Pornography, Morality, and Harm: Why Miller Should Survive Lawrence



Pornography, Morality, and Harm: Why Miller Should Survive Lawrence
Elizabeth Harmer Dionne, 15 Geo. Mason L. Rev. 611 (2008)

Justice Scalia certainly supports the government’s right to regulate obscenity. Nonetheless, his dissent in Lawrence is not particularly helpful to the cause of so-called decency. Justice Scalia’s dissent suggests that the primary justification for obscenity regulation is a socially conservative set of sexual mores, akin to the sexual mores that inspired the holding in Bowers v. Hardwick.
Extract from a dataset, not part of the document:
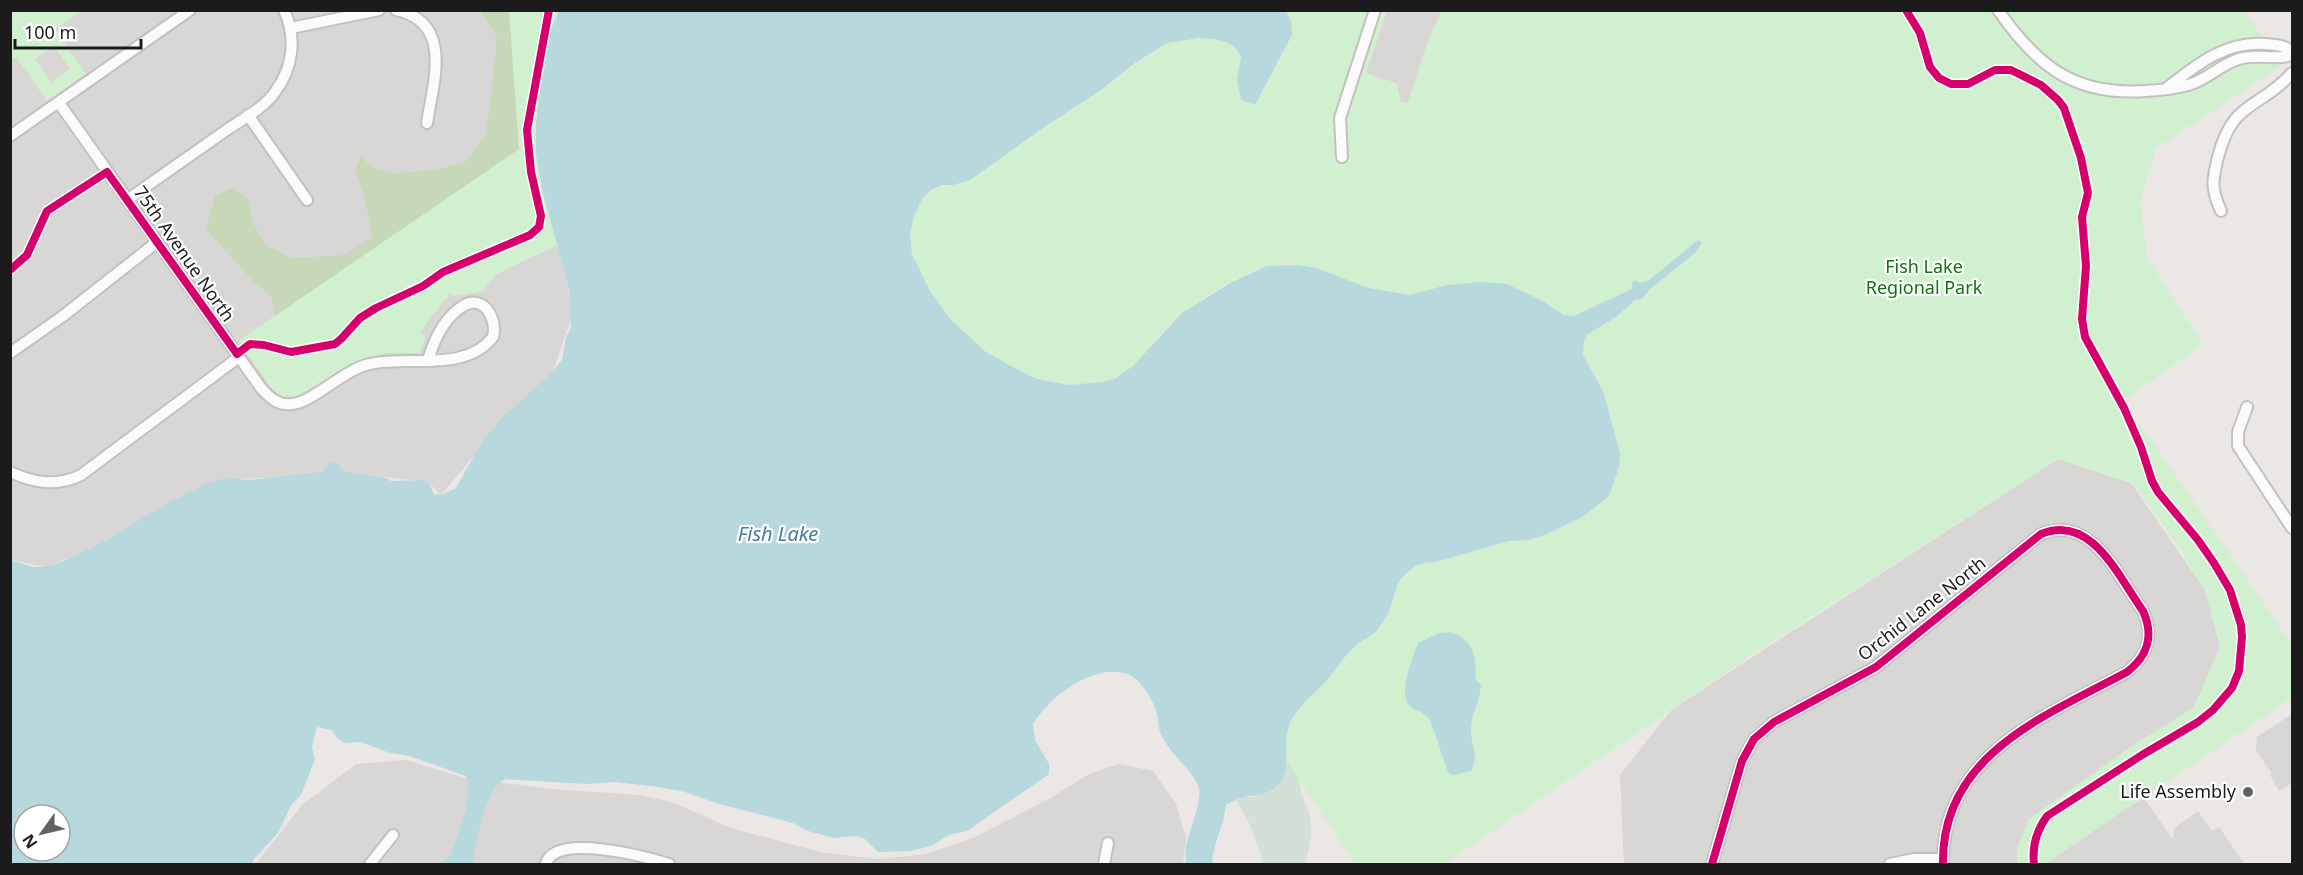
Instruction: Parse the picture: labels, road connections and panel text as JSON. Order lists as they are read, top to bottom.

There are certainly rational, and even compelling, arguments to support conservative notions of both private and public morality and enforcement of the civic norms that will promote such a society. There are also those whose primary objection to pornography stems from conservative sexual mores. Nonetheless, to define Miller as a morality holding effectively ignores the social science research that for three and a half decades has provided troubling evidence of pornography’s negative social consequences, particularly for women. It also ignores the important efforts of the radical feminists who have memorialized pornography’s deleterious effects on large and varied classes of women. Both social science and radical feminism provide important, practical reasons for upholding Miller and the state laws that rely upon it.